Mensagens em redes sociais visualizadas mais de 1,3 mil vezes desde, pelo menos, dezembro de 2020 mostram a capa de um jornal em que se alega que Bill Gates defende a “depopulação por meio da vacinação forçada”. Mas a afirmação é falsa. O jornal em questão - que possui um histórico de publicações com desinformação sobre vacinas - distorceu comentários feitos pelo bilionário em 2010, quando falou em reduzir o crescimento populacional, sem nenhuma referência a “depopulação”.
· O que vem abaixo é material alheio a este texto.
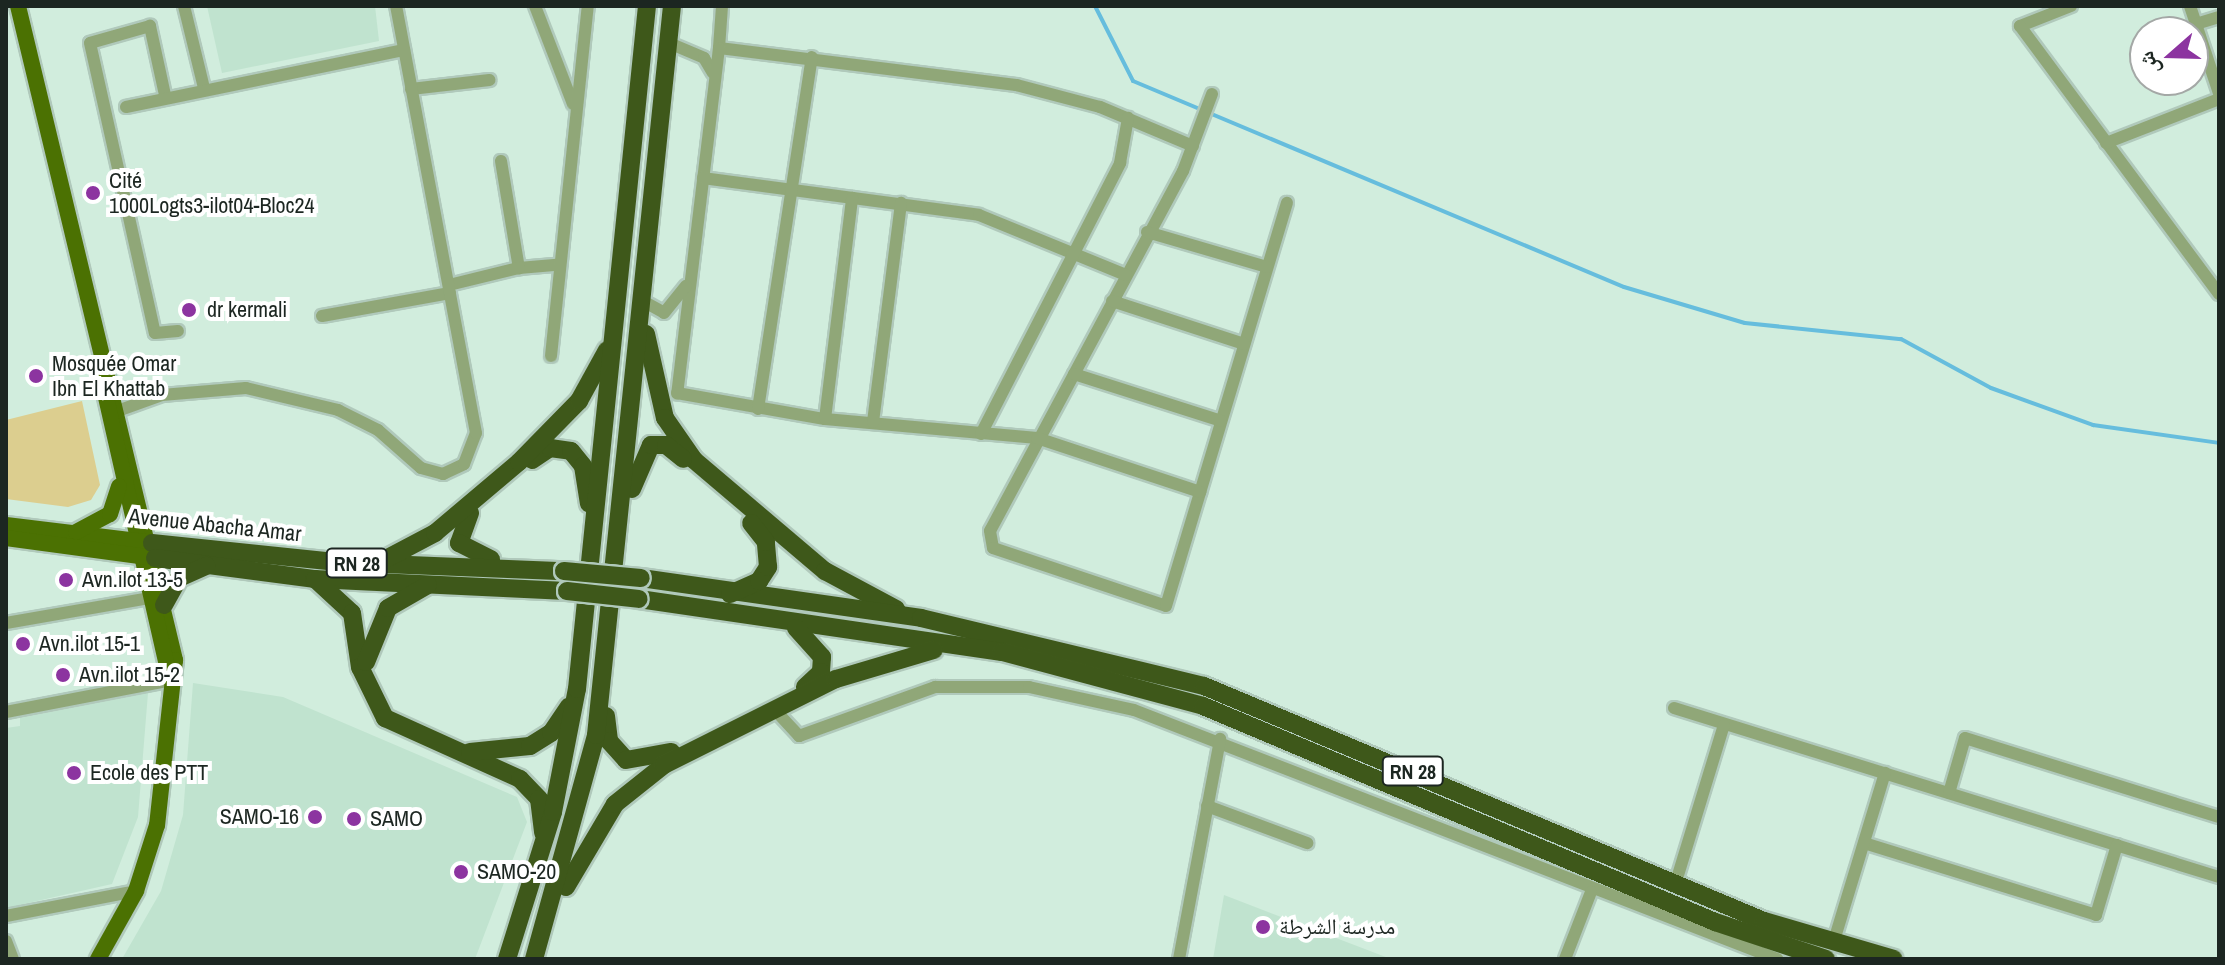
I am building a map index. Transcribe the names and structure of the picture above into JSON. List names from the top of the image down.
{
  "streets": {
    "highway": ["Avenue Abacha Amar", "RN 28"]
  },
  "crossings": [
    ["Avenue Abacha Amar", "RN 28"]
  ],
  "places": [
    "Cité 1000Logts3-ilot04-Bloc24",
    "dr kermali",
    "Mosquée Omar Ibn El Khattab",
    "Avn.ilot 13-5",
    "Avn.ilot 15-1",
    "Avn.ilot 15-2",
    "Ecole des PTT",
    "SAMO-16",
    "SAMO",
    "SAMO-20",
    "مدرسة الشرطة"
  ],
  "north": "left"
}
“DESDE 2011, BILL GATES FALAVA EM REDUZUR A POPULAÇÃO MUNDUAL ATRAVES DAS VACINAS, EM UNS 10% A 15% A DEPOPULAÇÃO FORÇADA ATRAVÉS DA VACINAÇÃO. REDUZIR O CARBONO A ZERO. SÓ QUE ESTE CARBONO É VOCÊ!!! ACORDA BRASIL!!!”, diz uma das postagens, feita no Facebook (1, 2, 3). O conteúdo também circulou no Twitter (1, 2, 3) e Telegram.
“Depopulação por meio da vacinação forçada: a solução para o Carbono Zero”, diz a manchete do jornal, em tradução livre.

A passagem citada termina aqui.